Founder & President, Earthcomber
Chicago, Illinois

Innovator Develops App to Connect People, Businesses

Finding people—and finding them fast—is Jim Brady’s innovation. Connecting people was his prerogative back when he was executive producer of Oprah.com; there Brady helped develop a system that allowed producers of Oprah’s talk show to find guests for a myriad of topics within hours of taping. Those connections would then allow Oprah and her guests to connect with the world.

Today, finding people fast continues to be Brady’s passion as founder and president of Earthcomber. Earthcomber’s navigation application allows a user to set his location, then helps the user find nearby businesses or events that might be of interest to him. The app then alerts the user’s friends about the location. Instant connections.

But Brady also knows that just because an inventor develops a useful innovation doesn’t mean he or she will get the praise they deserve or be in a position to profit on the outset. “You’ve got to look at the stakes of the real world,” Brady said. “In my experience, it was a very frustrating lifestyle—I had this great invention, I could see the world using it and I couldn’t do anything about it. There seemed to be a real disconnect between developing a useful idea and benefiting from it.”

Start-ups Lack a Level Playing Field

Many inventors like Brady feel stuck because they don’t have the backing to take their patent to the next level. That’s not a good position to be in. “I tried to assert my patents on my own, but I didn’t have the wherewithal, the legal clout, or the money for companies to take my start-up seriously.” A start-up’s resources can be exhausted quickly, Brady explained, and other companies with bigger legal teams know that. “In a battle of giants, you have to be a giant. Only then will people come to terms, talk ‘real turkey’ and work out licensing or subscription agreements.”

Connecting with Intellectual Ventures is what ultimately propelled Brady’s business forward. He sold his patents and put Earthcomber back on a level playing field with his competitors. “We were slogging along in the space, doing what we could to make ends meet, not making much profit, and suddenly we are able to realize our investment. All the people who believed in our company from the beginning, who thought it was a good idea, were able to get their money back and then some. It freed us up to explore different applications as well. This changed the business reality for us.”

“The business of Intellectual Ventures is a win-win in my experience.”

This is one connection from which Brady’s business will continue to benefit for a long time.

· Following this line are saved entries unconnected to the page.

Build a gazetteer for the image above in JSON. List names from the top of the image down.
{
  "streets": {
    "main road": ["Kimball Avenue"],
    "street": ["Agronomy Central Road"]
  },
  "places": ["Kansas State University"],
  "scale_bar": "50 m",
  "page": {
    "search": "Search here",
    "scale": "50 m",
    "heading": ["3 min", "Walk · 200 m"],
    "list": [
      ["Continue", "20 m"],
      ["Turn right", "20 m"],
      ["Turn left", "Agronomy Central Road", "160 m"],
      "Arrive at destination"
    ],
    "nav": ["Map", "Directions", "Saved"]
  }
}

But he also realizes that companies needing access to IP also benefit. Companies can’t own every patent they need, Brady said, so instead they can subscribe to and take part in innovation in a way that honors the innovator. “That serves a great purpose.”

Brady says he hopes his own start-up will grow to participate.

Jim Brady
"Patents can be valuable, but the idea that they will be honored is really a naïve thing."